- Your goal -
Copy out the lines of the material that include the string "accent".

•••

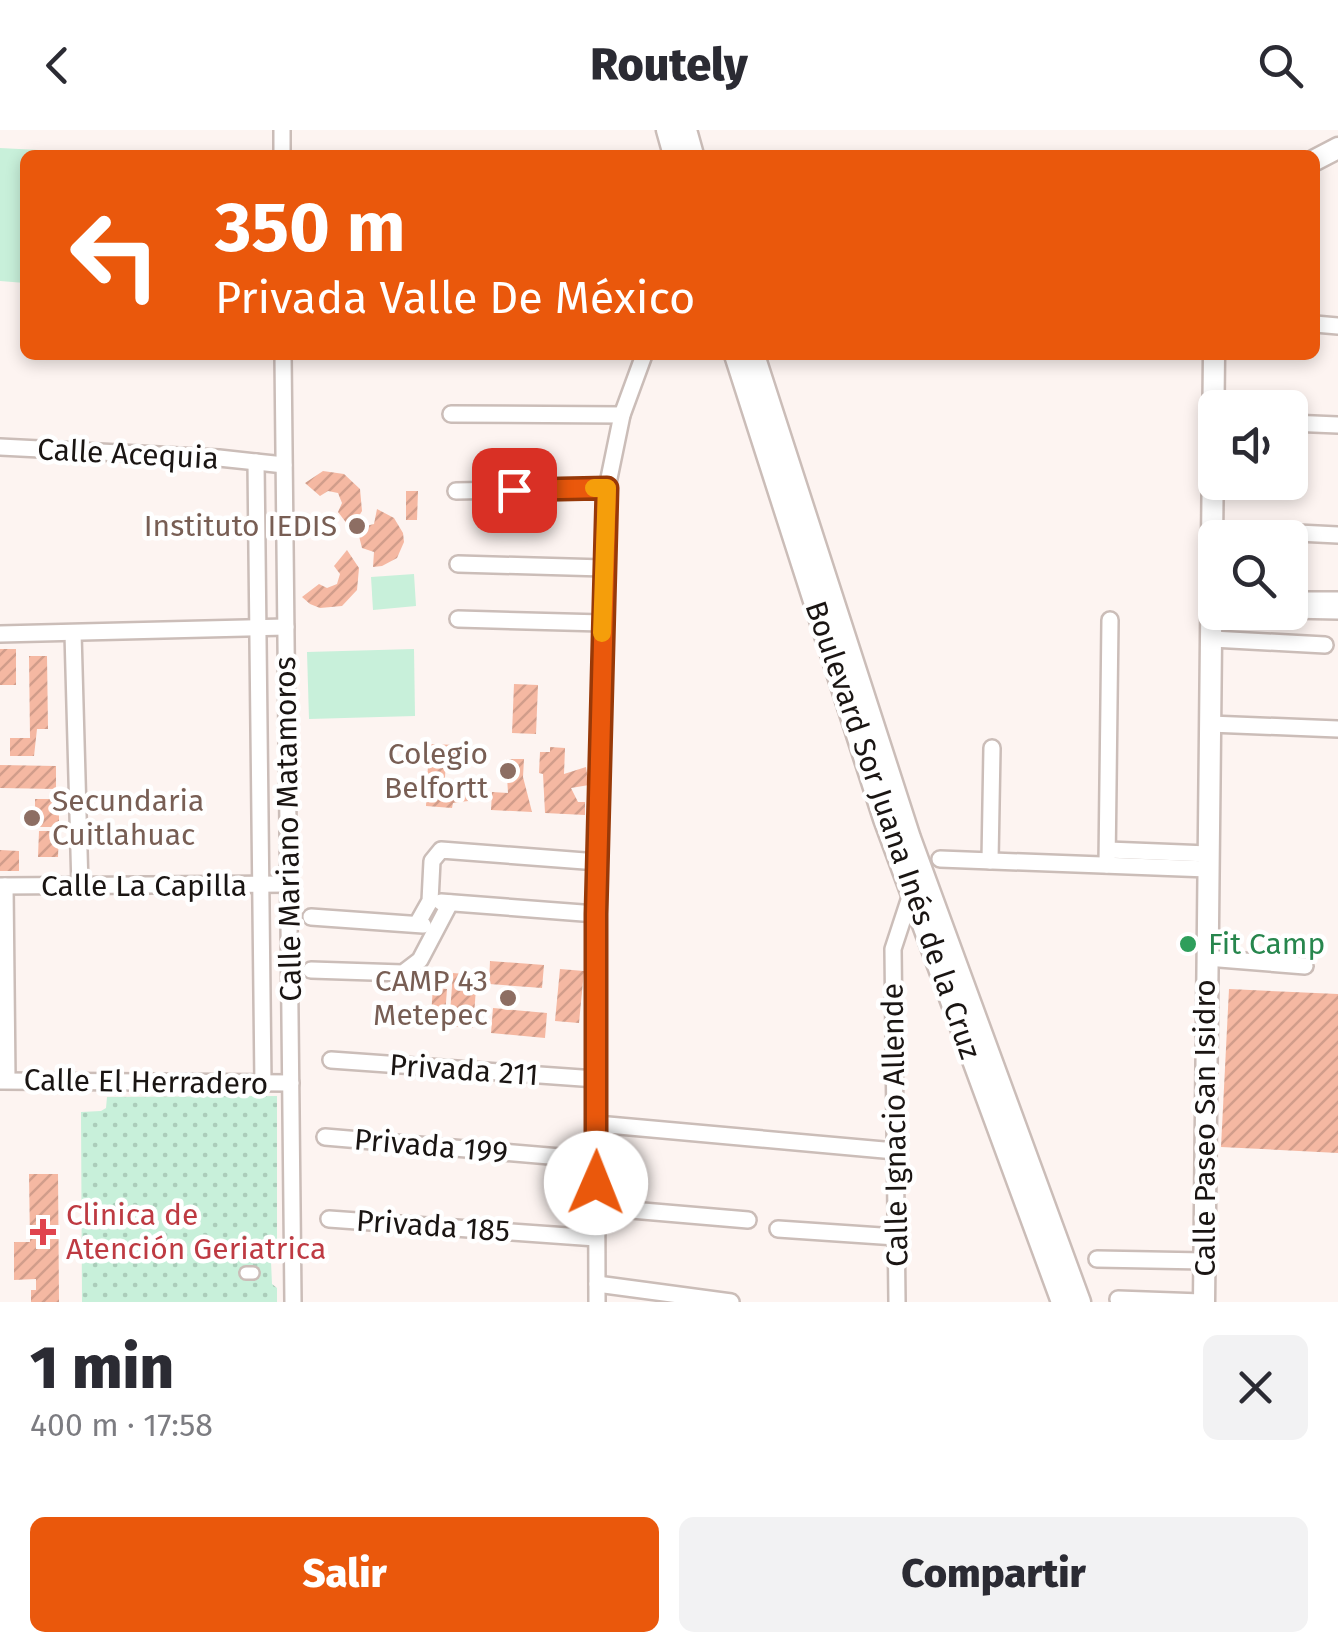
<!DOCTYPE html>
<html lang="es">
<meta charset="utf-8">
<style>
:root{--surface:#fff;--page:#f2f2f3;--text:#2b2b33;--muted:#7c7c81;--accent:#ea580c}
body{margin:0;font-family:"Fira Sans",sans-serif;background:var(--page);color:var(--text);height:100vh;display:flex;flex-direction:column;font-size:38px;white-space:nowrap}
*{box-sizing:border-box;margin:0}
p{font-size:32px;color:var(--muted)}
.icon{flex:none;width:55px;height:55px;fill:none;stroke:currentColor;stroke-width:2;stroke-linecap:round;stroke-linejoin:round}
.map{position:relative;height:1172px;overflow:hidden}
.sheet{display:flex;flex-direction:column;background:var(--surface);flex:1}
.sheet>*{flex:none}
.top-card{position:absolute;left:20px;top:20px;width:1300px;height:210px;border-radius:15px;box-shadow:0 5px 15px #0003;background:#ea580c;color:#fff;overflow:hidden}
.controls{position:absolute;left:1198px;top:260px;display:grid;gap:20px}
.controls a{display:grid;place-items:center;width:110px;height:110px;border-radius:15px;background:var(--surface);box-shadow:0 5px 15px #0003;font-size:50px}
.pin{position:absolute;display:grid;place-items:center;width:85px;height:85px;color:#fff;margin:-42px;border-radius:20px;box-shadow:0 5px 15px #0006}
.me{position:absolute;width:110px;margin:-55px;rotate:1deg;stroke-linejoin:round;filter:drop-shadow(0 0 8px #0008)}
.turn{display:flex;align-items:center;gap:35px;height:210px;padding:0 30px;font-size:45px}
.turn .icon{width:130px;height:130px;stroke-width:2.5}
.turn b{display:block;font-size:70px;line-height:85px}
.round{display:grid;place-items:center;flex:none;width:105px;height:105px;border-radius:15px;background:var(--page)}
.summary{display:flex;align-items:center;justify-content:space-between;height:170px;padding:0 30px}
h1{font-size:60px;font-weight:800;line-height:75px}
.cta{display:flex;gap:20px;margin-top:auto;padding:20px 30px}
.cta a{flex:1;height:115px;border-radius:15px;background:var(--accent);color:#fff;font-size:40px;font-weight:800;line-height:115px;text-align:center}
.cta a+a{background:var(--page);color:var(--text)}
header{display:flex;justify-content:space-between;align-items:center;height:130px;padding:0 30px;background:var(--surface);font-size:45px;font-weight:800}
.map>svg:first-child{display:block}
</style>
<header><svg class="icon" aria-label="back" viewBox="0 0 24 24"><path d="M15 5l-7 7 7 7"/></svg>Routely<svg class="icon" aria-label="search" viewBox="0 0 24 24"><circle cx="10" cy="10" r="6"/><path d="M15 15l6 6"/></svg></header>
<div class="map">
<svg width="1338" height="1172" viewBox="0 0 1338 1172">
<defs>
<pattern id="park-dots" width="8" height="8" patternUnits="userSpaceOnUse" patternTransform="scale(2.5)"><rect width="8" height="8" fill="#c8f0da"/><path d="M2 2h.1M6 6h.1" fill="none" stroke="#abcdba" stroke-width="1.8" stroke-linecap="round"/></pattern>
<pattern id="building-hatch" width="6" height="6" patternUnits="userSpaceOnUse" patternTransform="scale(2.5)"><rect width="6" height="6" fill="#f5b8a2"/><path d="M-1 1l2-2M0 6l6-6M5 7l2-2" fill="none" stroke="#d19d8b"/></pattern>
</defs>
<rect width="100%" height="100%" fill="#fdf4f1"/>
<g fill="#c8f0da">
<polygon points="0,18 136,25 25,25 25,153 0,151"/>
<polygon points="414,444 416,476 373,480 371,447"/>
<polygon points="414,519 415,586 309,589 307,522"/>
</g>
<polygon fill="url(#park-dots)" points="277,966 277,1129 271,1132 272,1154 277,1158 277,1172 82,1172 81,982 101,981 106,978 107,967"/>
<g fill="url(#building-hatch)">
<polygon points="323,341 344,344 360,359 362,381 351,399 338,382 342,373 338,363 328,361 320,366 305,353"/>
<polygon points="406,361 418,361 417,390 406,390"/>
<polygon points="377,379 394,388 403,403 404,412 397,428 382,436 373,437 374,422 362,418 359,406 366,396 374,394"/>
<polygon points="347,420 359,438 357,460 342,476 320,478 310,474 302,467 319,454 327,458 337,454 340,444 334,436"/>
<rect x="0" y="519" width="16" height="36"/>
<polygon points="29,526 47,526 48,599 37,599 34,626 10,626 10,608 30,608"/>
<polygon points="514,554 538,555 536,604 512,603"/>
<polygon points="429,614 457,615 455,621 471,625 468,638 455,635 456,632 446,632 444,662 466,658 468,671 453,673 452,678 426,676"/>
<polygon points="550,617 565,618 564,644 586,637 589,655 571,658 578,672 585,672 585,685 545,683 543,644 539,643 540,622 550,622"/>
<polygon points="506,629 524,629 523,647 532,682 491,680 492,662 508,663"/>
<polygon points="0,635 56,636 56,659 0,658"/>
<rect x="35" y="669" width="24" height="28"/>
<polygon points="39,701 59,701 58,727 38,727"/>
<polygon points="0,720 19,721 19,741 0,741"/>
<polygon points="490,831 544,835 542,858 489,854"/>
<polygon points="560,839 584,841 579,893 555,891"/>
<polygon points="453,843 477,845 473,898 449,896"/>
<polygon points="433,858 447,859 444,899 430,897"/>
<polygon points="1229,859 1338,864 1338,1023 1221,1017"/>
<polygon points="493,878 547,883 545,908 491,903"/>
<polygon points="29,1044 58,1044 59,1172 31,1172 31,1160 36,1160 36,1149 14,1150 14,1112 30,1112"/>
</g>
<g fill="none" stroke-linecap="round" stroke-linejoin="round">
<defs>
<polyline id="pedestrian" points="246,1143 253,1143"/>
<g id="minor">
<polyline points="282,0 282,25"/>
<polyline points="1315,194 1338,196"/>
<polyline points="283,225 293,1172"/>
<polyline points="451,284 622,285"/>
<polyline points="1290,293 1338,295"/>
<polyline points="0,317 219,328 284,335"/>
<polyline points="256,332 263,954"/>
<polyline points="456,361 607,358"/>
<polyline points="1278,402 1338,405"/>
<polyline points="458,434 604,438"/>
<polyline points="1290,470 1338,470"/>
<polyline points="1290,480 1338,481"/>
<polyline points="458,489 602,493"/>
<polyline points="73,503 80,757"/>
<polyline points="0,504 286,497"/>
<polyline points="1212,509 1325,515"/>
<polyline points="1210,594 1338,599"/>
<polyline points="1108,720 1208,724"/>
<polyline points="940,729 1208,739"/>
<polyline points="990,731 992,618"/>
<polyline points="1107,735 1110,490"/>
<polyline points="0,756 288,754"/>
<polyline points="5,756 7,950"/>
<polyline points="441,772 596,784"/>
<polyline points="311,787 423,795"/>
<polyline points="417,794 430,771 432,731 441,720 598,732"/>
<polyline points="1207,828 1305,836"/>
<polyline points="311,840 403,843 420,830 450,773"/>
<polyline points="331,930 596,949"/>
<polyline points="0,951 291,953"/>
<polyline points="597,994 895,1021"/>
<polyline points="325,1007 596,1030"/>
<polyline points="596,1077 748,1090"/>
<polyline points="329,1089 596,1108"/>
<polyline points="778,1099 896,1107"/>
<polyline points="1097,1129 1204,1131"/>
<polyline points="597,1154 731,1172"/>
<polyline points="1118,1169 1201,1172"/>
<polyline points="597,1172 596,784 607,358 622,285 644,225"/>
<polyline points="897,1172 893,819 912,761"/>
</g>
<g id="secondary">
<polyline points="667,0 674,25"/>
<polyline points="686,0 693,25"/>
<polyline points="1315,30 1338,18"/>
<polyline points="735,225 884,689 1062,1172"/>
<polyline points="754,225 910,708 1080,1172"/>
<polyline points="1204,1172 1214,225"/>
</g>
</defs>
<use href="#pedestrian" stroke="#cbbdb8" stroke-width="16"/>
<use href="#minor" stroke="#cbbdb8" stroke-width="20"/>
<use href="#secondary" stroke="#cbbdb8" stroke-width="25"/>
<use href="#pedestrian" stroke="#fff" stroke-width="11"/>
<use href="#minor" stroke="#fff" stroke-width="15"/>
<use href="#secondary" stroke="#fff" stroke-width="20"/>
</g>
<g fill="none" stroke-linecap="round" stroke-linejoin="round">
<defs>
<polyline id="route" points="514,360 607,358 596,784 596,1053"/>
</defs>
<use href="#route" stroke="#983908" stroke-width="25"/>
<use href="#route" stroke="#ea580c" stroke-width="18"/>
<polyline stroke="#f59e0b" stroke-width="18" points="594,358 607,358 602,503"/>
</g>
<g fill="#8d6e63" stroke="#fff" stroke-width="4">
<circle cx="357" cy="396" r="10"/>
<circle cx="508" cy="641" r="10"/>
<circle cx="32" cy="688" r="10"/>
<circle cx="508" cy="868" r="10"/>
</g>
<circle fill="#2e9e5b" stroke="#fff" stroke-width="4" cx="1188" cy="814" r="10"/>
<path fill="#e0444e" stroke="#fff" stroke-width="4" d="M38 1087h10v10h10v10h-10v10h-10v-10h-10v-10h10z"/>
<g text-anchor="middle" dominant-baseline="central" stroke-width="9" stroke-linejoin="round" paint-order="stroke">
<g font-size="30" fill="#1a1513" stroke="#fff">
<text transform="translate(128 324) rotate(3)">Calle Acequia</text>
<text transform="translate(288 699) rotate(-91)">Calle Mariano Matamoros</text>
<text transform="translate(893 700) rotate(71)">Boulevard Sor Juana Inés de la Cruz</text>
<text x="144" y="756">Calle La Capilla</text>
<text transform="translate(464 940) rotate(4)">Privada 211</text>
<text transform="translate(146 952) rotate(1)">Calle El Herradero</text>
<text transform="translate(895 995) rotate(-91)">Calle Ignacio Allende</text>
<text transform="translate(1205 998) rotate(-90)">Calle Paseo San Isidro</text>
<text transform="translate(431 1016) rotate(5)">Privada 199</text>
<text transform="translate(433 1096) rotate(4)">Privada 185</text>
</g>
<g font-size="30" fill="#785e54" stroke="#fff" text-anchor="end">
<text x="337" y="396">Instituto IEDIS</text>
<text x="488" y="624">Colegio<tspan x="488" dy="34">Belfortt</tspan></text>
<text x="52" y="671" text-anchor="start">Secundaria<tspan x="52" dy="34">Cuitlahuac</tspan></text>
<text x="488" y="851">CAMP 43<tspan x="488" dy="34">Metepec</tspan></text>
</g>
<g font-size="30" fill="#27864d" stroke="#fff" text-anchor="start">
<text x="1208" y="814">Fit Camp</text>
</g>
<g font-size="30" fill="#be3a42" stroke="#fff" text-anchor="start">
<text x="66" y="1085">Clinica de<tspan x="66" dy="34">Atención Geriatrica</tspan></text>
</g>
</g>
</svg>
<div class="controls">
<a><svg class="icon" aria-label="sound" viewBox="0 0 24 24"><path d="M4 9h4l5-4v14l-5-4H4zM17 9q2 3 0 6"/></svg></a>
<a><svg class="icon" aria-label="search" viewBox="0 0 24 24"><circle cx="10" cy="10" r="6"/><path d="M15 15l6 6"/></svg></a>
</div>
<div class="pin" style="left:514px;top:360px;background:#d93025"><svg class="icon" aria-label="arrive" viewBox="0 0 24 24"><path d="M6 21V4h12l-3 4 3 4H6"/></svg></div>
<svg class="me" style="left:596px;top:1053px" viewBox="-20 -20 40 40"><circle r="19" fill="#fff"/><path d="M0-13L10 11 0 6-10 11z" fill="#ea580c"/></svg>
<div class="top-card">
<div class="turn"><svg class="icon" aria-label="left" viewBox="0 0 24 24"><path d="M17 20v-9H6M10 6l-5 5 5 5"/></svg><div><b>350 m</b>Privada Valle De México</div></div>
</div>
</div>
<section class="sheet">
<div class="summary"><div><h1>1 min</h1><p>400 m · 17:58</p></div><a class="round"><svg class="icon" aria-label="close" viewBox="0 0 24 24"><path d="M6 6l12 12M18 6L6 18"/></svg></a></div>
<div class="cta"><a>Salir</a><a>Compartir</a></div>
</section>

•••

- Reply -
:root{--surface:#fff;--page:#f2f2f3;--text:#2b2b33;--muted:#7c7c81;--accent:#ea580c}
.cta a{flex:1;height:115px;border-radius:15px;background:var(--accent);color:#fff;font-size:40px;font-weight:800;line-height:115px;text-align:center}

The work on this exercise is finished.